* TASK OBJECTIVE: The response must reproduce exactly every line of the material below holding the word "speed".

◆ ◆ ◆ ◆ ◆ ◆ ◆

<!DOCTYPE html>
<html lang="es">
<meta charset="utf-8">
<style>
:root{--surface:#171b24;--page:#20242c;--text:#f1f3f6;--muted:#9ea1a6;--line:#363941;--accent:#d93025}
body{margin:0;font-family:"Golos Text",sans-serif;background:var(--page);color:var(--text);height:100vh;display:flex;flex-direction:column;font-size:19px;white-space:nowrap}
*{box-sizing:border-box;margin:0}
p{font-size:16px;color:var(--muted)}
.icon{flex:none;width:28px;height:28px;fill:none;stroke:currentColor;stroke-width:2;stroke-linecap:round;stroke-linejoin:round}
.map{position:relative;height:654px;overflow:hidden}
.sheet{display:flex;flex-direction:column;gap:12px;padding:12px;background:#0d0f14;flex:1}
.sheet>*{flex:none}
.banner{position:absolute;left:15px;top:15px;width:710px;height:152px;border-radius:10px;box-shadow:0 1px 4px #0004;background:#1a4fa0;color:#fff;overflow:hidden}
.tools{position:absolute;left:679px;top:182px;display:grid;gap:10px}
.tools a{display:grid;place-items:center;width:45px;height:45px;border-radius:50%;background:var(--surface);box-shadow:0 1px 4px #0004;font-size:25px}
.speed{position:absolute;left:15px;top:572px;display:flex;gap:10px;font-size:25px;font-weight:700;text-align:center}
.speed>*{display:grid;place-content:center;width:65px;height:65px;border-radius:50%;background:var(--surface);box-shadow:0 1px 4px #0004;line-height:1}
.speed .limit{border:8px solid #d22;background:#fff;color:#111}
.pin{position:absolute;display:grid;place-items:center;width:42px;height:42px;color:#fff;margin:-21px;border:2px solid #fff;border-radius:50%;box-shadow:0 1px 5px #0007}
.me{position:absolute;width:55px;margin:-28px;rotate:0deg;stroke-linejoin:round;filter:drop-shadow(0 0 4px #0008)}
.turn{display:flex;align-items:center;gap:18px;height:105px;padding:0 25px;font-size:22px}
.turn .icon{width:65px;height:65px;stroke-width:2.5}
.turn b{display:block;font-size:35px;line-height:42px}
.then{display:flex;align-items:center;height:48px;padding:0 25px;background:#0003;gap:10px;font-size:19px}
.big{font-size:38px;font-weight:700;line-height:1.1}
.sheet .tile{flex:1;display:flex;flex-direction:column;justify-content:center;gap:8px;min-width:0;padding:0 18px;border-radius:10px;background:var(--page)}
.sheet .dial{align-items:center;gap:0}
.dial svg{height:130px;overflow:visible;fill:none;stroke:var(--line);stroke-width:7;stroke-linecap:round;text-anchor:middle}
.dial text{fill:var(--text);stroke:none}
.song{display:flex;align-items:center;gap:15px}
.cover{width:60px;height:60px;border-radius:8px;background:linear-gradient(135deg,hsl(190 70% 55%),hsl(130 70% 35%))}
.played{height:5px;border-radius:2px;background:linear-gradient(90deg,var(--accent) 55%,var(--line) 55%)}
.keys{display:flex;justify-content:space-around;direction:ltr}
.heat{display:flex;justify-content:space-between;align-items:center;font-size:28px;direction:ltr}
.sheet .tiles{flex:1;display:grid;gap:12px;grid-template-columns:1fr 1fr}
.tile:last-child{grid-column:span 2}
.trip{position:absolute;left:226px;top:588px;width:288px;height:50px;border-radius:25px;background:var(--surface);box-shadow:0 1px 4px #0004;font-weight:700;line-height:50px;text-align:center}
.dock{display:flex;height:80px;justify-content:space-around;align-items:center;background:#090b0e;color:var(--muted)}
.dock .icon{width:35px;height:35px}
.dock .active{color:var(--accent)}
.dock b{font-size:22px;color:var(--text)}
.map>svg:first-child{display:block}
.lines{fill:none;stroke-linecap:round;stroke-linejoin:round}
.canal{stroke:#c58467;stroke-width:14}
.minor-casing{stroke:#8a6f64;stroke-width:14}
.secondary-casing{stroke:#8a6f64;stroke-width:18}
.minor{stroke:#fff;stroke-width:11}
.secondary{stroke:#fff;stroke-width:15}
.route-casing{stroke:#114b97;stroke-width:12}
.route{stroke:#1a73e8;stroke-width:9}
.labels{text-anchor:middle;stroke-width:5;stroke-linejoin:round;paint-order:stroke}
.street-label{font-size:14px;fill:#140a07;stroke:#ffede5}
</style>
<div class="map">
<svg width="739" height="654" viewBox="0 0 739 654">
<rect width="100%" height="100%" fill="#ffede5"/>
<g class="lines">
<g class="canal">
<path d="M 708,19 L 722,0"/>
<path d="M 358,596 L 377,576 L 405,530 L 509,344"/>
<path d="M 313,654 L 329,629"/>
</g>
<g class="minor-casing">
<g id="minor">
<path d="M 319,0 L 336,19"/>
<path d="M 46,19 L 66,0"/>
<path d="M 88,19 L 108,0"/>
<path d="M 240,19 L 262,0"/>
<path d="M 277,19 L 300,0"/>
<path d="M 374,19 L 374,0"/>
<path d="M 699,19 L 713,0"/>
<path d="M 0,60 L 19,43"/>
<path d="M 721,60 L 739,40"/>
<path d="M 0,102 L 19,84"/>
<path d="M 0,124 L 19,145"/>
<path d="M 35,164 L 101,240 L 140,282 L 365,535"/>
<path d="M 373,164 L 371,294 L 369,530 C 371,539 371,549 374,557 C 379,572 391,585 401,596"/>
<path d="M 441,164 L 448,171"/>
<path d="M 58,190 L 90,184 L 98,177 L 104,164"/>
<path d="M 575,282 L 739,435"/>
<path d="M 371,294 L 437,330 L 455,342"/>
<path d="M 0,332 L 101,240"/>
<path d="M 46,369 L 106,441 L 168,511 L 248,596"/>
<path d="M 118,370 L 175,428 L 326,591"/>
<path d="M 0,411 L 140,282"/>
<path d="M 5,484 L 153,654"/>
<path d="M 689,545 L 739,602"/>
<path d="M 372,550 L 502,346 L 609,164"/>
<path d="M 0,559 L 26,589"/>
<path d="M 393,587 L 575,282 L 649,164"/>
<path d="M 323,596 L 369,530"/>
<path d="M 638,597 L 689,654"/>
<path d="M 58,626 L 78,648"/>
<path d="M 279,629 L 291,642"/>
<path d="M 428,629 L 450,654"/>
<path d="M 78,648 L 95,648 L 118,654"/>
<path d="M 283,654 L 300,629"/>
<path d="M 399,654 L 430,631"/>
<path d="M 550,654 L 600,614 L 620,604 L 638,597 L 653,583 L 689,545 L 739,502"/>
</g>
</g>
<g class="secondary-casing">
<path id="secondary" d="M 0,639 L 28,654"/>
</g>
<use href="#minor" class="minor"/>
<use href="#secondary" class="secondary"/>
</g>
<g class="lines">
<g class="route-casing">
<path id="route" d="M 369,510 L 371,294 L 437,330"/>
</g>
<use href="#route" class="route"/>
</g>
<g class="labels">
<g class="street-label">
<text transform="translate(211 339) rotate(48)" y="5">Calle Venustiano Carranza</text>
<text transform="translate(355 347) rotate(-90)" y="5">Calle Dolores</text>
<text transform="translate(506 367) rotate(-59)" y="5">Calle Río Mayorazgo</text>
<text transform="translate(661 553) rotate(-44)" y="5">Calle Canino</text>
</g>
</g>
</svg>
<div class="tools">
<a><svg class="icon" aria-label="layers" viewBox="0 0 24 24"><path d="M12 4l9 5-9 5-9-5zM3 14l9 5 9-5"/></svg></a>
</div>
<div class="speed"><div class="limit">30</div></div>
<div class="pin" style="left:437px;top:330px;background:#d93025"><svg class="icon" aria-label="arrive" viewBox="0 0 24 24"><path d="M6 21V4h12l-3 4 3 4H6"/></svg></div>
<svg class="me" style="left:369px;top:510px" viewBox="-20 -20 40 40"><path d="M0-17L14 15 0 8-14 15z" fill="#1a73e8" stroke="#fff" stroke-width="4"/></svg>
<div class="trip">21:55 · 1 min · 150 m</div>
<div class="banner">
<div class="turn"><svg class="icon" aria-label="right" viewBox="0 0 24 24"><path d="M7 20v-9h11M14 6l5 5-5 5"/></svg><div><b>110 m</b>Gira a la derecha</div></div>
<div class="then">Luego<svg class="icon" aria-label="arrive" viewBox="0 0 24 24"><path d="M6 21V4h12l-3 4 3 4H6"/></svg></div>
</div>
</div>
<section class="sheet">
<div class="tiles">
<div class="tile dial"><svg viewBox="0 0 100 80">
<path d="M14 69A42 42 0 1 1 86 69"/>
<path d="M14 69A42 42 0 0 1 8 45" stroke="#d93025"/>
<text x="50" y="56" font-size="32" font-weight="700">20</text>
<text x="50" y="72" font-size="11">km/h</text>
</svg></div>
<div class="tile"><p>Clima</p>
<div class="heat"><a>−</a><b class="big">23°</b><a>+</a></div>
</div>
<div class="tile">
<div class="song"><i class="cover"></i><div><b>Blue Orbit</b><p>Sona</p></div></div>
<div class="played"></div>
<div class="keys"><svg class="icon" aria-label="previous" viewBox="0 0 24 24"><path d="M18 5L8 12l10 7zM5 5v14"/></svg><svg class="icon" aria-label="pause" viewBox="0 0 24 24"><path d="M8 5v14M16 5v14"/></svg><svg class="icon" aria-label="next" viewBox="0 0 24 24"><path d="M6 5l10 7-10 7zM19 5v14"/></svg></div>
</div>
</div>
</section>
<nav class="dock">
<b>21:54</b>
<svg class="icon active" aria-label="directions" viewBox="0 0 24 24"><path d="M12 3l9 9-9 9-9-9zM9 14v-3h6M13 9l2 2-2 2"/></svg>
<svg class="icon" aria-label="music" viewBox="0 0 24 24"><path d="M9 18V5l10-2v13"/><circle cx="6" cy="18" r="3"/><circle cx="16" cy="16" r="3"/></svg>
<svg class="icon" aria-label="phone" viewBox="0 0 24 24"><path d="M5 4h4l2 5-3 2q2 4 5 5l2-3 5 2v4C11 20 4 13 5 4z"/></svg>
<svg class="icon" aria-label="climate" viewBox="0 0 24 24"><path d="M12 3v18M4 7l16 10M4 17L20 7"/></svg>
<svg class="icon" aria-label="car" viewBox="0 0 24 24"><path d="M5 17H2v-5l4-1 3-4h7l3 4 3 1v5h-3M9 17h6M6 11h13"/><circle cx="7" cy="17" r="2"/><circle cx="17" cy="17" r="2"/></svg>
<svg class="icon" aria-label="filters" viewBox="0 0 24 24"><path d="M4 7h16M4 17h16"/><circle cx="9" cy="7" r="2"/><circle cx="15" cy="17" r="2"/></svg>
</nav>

◆ ◆ ◆ ◆ ◆ ◆ ◆

* TASK SOLUTION:
.speed{position:absolute;left:15px;top:572px;display:flex;gap:10px;font-size:25px;font-weight:700;text-align:center}
.speed>*{display:grid;place-content:center;width:65px;height:65px;border-radius:50%;background:var(--surface);box-shadow:0 1px 4px #0004;line-height:1}
.speed .limit{border:8px solid #d22;background:#fff;color:#111}
<div class="speed"><div class="limit">30</div></div>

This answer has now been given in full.